▶ **Dataset entries**
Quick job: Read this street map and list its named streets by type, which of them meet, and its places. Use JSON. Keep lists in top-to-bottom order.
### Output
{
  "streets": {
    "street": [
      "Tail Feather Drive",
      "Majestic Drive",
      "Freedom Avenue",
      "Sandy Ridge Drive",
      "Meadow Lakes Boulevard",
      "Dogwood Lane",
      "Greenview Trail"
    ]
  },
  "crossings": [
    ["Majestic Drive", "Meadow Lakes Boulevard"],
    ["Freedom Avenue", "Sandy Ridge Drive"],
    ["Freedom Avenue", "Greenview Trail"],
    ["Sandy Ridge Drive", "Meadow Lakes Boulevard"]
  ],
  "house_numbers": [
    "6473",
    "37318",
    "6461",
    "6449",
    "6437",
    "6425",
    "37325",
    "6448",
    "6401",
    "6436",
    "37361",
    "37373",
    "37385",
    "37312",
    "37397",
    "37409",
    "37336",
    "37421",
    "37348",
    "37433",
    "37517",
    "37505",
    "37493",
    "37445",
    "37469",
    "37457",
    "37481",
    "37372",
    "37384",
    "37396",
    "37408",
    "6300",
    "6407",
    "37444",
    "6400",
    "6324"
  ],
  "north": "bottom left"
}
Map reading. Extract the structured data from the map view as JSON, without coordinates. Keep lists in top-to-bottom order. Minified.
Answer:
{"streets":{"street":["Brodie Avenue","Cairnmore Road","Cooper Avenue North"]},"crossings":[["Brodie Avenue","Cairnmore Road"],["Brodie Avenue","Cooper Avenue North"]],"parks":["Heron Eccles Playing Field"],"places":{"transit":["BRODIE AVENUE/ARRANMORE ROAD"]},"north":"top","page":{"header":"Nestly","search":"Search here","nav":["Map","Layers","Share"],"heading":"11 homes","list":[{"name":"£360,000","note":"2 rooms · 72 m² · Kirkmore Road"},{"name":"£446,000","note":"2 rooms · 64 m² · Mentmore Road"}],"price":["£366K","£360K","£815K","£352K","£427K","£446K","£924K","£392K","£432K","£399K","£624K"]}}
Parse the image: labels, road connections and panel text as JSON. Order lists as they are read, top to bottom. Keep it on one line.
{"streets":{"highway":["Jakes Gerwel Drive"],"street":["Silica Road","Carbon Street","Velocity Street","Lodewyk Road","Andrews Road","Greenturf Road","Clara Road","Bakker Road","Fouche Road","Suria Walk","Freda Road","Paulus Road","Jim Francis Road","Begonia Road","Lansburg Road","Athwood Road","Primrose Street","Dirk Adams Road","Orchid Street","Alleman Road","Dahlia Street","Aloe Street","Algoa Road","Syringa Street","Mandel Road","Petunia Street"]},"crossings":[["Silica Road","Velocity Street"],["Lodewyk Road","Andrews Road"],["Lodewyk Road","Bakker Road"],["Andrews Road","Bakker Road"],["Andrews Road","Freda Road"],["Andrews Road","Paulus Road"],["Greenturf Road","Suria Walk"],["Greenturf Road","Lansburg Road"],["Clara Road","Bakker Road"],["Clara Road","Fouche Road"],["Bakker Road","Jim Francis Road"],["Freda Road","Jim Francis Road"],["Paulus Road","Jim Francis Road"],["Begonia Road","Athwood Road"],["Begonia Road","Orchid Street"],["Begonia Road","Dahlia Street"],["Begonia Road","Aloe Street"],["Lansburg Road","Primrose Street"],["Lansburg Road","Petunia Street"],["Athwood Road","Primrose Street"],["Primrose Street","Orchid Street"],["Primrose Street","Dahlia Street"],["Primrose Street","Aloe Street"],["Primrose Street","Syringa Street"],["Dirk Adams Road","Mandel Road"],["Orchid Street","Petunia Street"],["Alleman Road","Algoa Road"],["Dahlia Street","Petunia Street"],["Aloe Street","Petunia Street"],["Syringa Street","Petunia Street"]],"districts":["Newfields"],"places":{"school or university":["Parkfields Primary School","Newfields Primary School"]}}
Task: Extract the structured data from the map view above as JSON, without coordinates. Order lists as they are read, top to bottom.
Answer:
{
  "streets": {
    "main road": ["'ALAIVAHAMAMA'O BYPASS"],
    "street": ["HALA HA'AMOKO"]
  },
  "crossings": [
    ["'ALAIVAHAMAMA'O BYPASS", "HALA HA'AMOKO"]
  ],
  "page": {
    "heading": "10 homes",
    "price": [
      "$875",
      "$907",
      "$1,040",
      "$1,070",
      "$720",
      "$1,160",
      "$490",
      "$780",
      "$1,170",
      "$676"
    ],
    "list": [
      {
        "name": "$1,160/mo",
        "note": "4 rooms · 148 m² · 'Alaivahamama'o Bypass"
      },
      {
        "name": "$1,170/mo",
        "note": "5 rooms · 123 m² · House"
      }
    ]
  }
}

▶ **Work task**
Type out the entries again, word for word.

▶ **Solution to this exercise**
Quick job: Read this street map and list its named streets by type, which of them meet, and its places. Use JSON. Keep lists in top-to-bottom order.
### Output
{
  "streets": {
    "street": [
      "Tail Feather Drive",
      "Majestic Drive",
      "Freedom Avenue",
      "Sandy Ridge Drive",
      "Meadow Lakes Boulevard",
      "Dogwood Lane",
      "Greenview Trail"
    ]
  },
  "crossings": [
    ["Majestic Drive", "Meadow Lakes Boulevard"],
    ["Freedom Avenue", "Sandy Ridge Drive"],
    ["Freedom Avenue", "Greenview Trail"],
    ["Sandy Ridge Drive", "Meadow Lakes Boulevard"]
  ],
  "house_numbers": [
    "6473",
    "37318",
    "6461",
    "6449",
    "6437",
    "6425",
    "37325",
    "6448",
    "6401",
    "6436",
    "37361",
    "37373",
    "37385",
    "37312",
    "37397",
    "37409",
    "37336",
    "37421",
    "37348",
    "37433",
    "37517",
    "37505",
    "37493",
    "37445",
    "37469",
    "37457",
    "37481",
    "37372",
    "37384",
    "37396",
    "37408",
    "6300",
    "6407",
    "37444",
    "6400",
    "6324"
  ],
  "north": "bottom left"
}
Map reading. Extract the structured data from the map view as JSON, without coordinates. Keep lists in top-to-bottom order. Minified.
Answer:
{"streets":{"street":["Brodie Avenue","Cairnmore Road","Cooper Avenue North"]},"crossings":[["Brodie Avenue","Cairnmore Road"],["Brodie Avenue","Cooper Avenue North"]],"parks":["Heron Eccles Playing Field"],"places":{"transit":["BRODIE AVENUE/ARRANMORE ROAD"]},"north":"top","page":{"header":"Nestly","search":"Search here","nav":["Map","Layers","Share"],"heading":"11 homes","list":[{"name":"£360,000","note":"2 rooms · 72 m² · Kirkmore Road"},{"name":"£446,000","note":"2 rooms · 64 m² · Mentmore Road"}],"price":["£366K","£360K","£815K","£352K","£427K","£446K","£924K","£392K","£432K","£399K","£624K"]}}
Parse the image: labels, road connections and panel text as JSON. Order lists as they are read, top to bottom. Keep it on one line.
{"streets":{"highway":["Jakes Gerwel Drive"],"street":["Silica Road","Carbon Street","Velocity Street","Lodewyk Road","Andrews Road","Greenturf Road","Clara Road","Bakker Road","Fouche Road","Suria Walk","Freda Road","Paulus Road","Jim Francis Road","Begonia Road","Lansburg Road","Athwood Road","Primrose Street","Dirk Adams Road","Orchid Street","Alleman Road","Dahlia Street","Aloe Street","Algoa Road","Syringa Street","Mandel Road","Petunia Street"]},"crossings":[["Silica Road","Velocity Street"],["Lodewyk Road","Andrews Road"],["Lodewyk Road","Bakker Road"],["Andrews Road","Bakker Road"],["Andrews Road","Freda Road"],["Andrews Road","Paulus Road"],["Greenturf Road","Suria Walk"],["Greenturf Road","Lansburg Road"],["Clara Road","Bakker Road"],["Clara Road","Fouche Road"],["Bakker Road","Jim Francis Road"],["Freda Road","Jim Francis Road"],["Paulus Road","Jim Francis Road"],["Begonia Road","Athwood Road"],["Begonia Road","Orchid Street"],["Begonia Road","Dahlia Street"],["Begonia Road","Aloe Street"],["Lansburg Road","Primrose Street"],["Lansburg Road","Petunia Street"],["Athwood Road","Primrose Street"],["Primrose Street","Orchid Street"],["Primrose Street","Dahlia Street"],["Primrose Street","Aloe Street"],["Primrose Street","Syringa Street"],["Dirk Adams Road","Mandel Road"],["Orchid Street","Petunia Street"],["Alleman Road","Algoa Road"],["Dahlia Street","Petunia Street"],["Aloe Street","Petunia Street"],["Syringa Street","Petunia Street"]],"districts":["Newfields"],"places":{"school or university":["Parkfields Primary School","Newfields Primary School"]}}
Task: Extract the structured data from the map view above as JSON, without coordinates. Order lists as they are read, top to bottom.
Answer:
{
  "streets": {
    "main road": ["'ALAIVAHAMAMA'O BYPASS"],
    "street": ["HALA HA'AMOKO"]
  },
  "crossings": [
    ["'ALAIVAHAMAMA'O BYPASS", "HALA HA'AMOKO"]
  ],
  "page": {
    "heading": "10 homes",
    "price": [
      "$875",
      "$907",
      "$1,040",
      "$1,070",
      "$720",
      "$1,160",
      "$490",
      "$780",
      "$1,170",
      "$676"
    ],
    "list": [
      {
        "name": "$1,160/mo",
        "note": "4 rooms · 148 m² · 'Alaivahamama'o Bypass"
      },
      {
        "name": "$1,170/mo",
        "note": "5 rooms · 123 m² · House"
      }
    ]
  }
}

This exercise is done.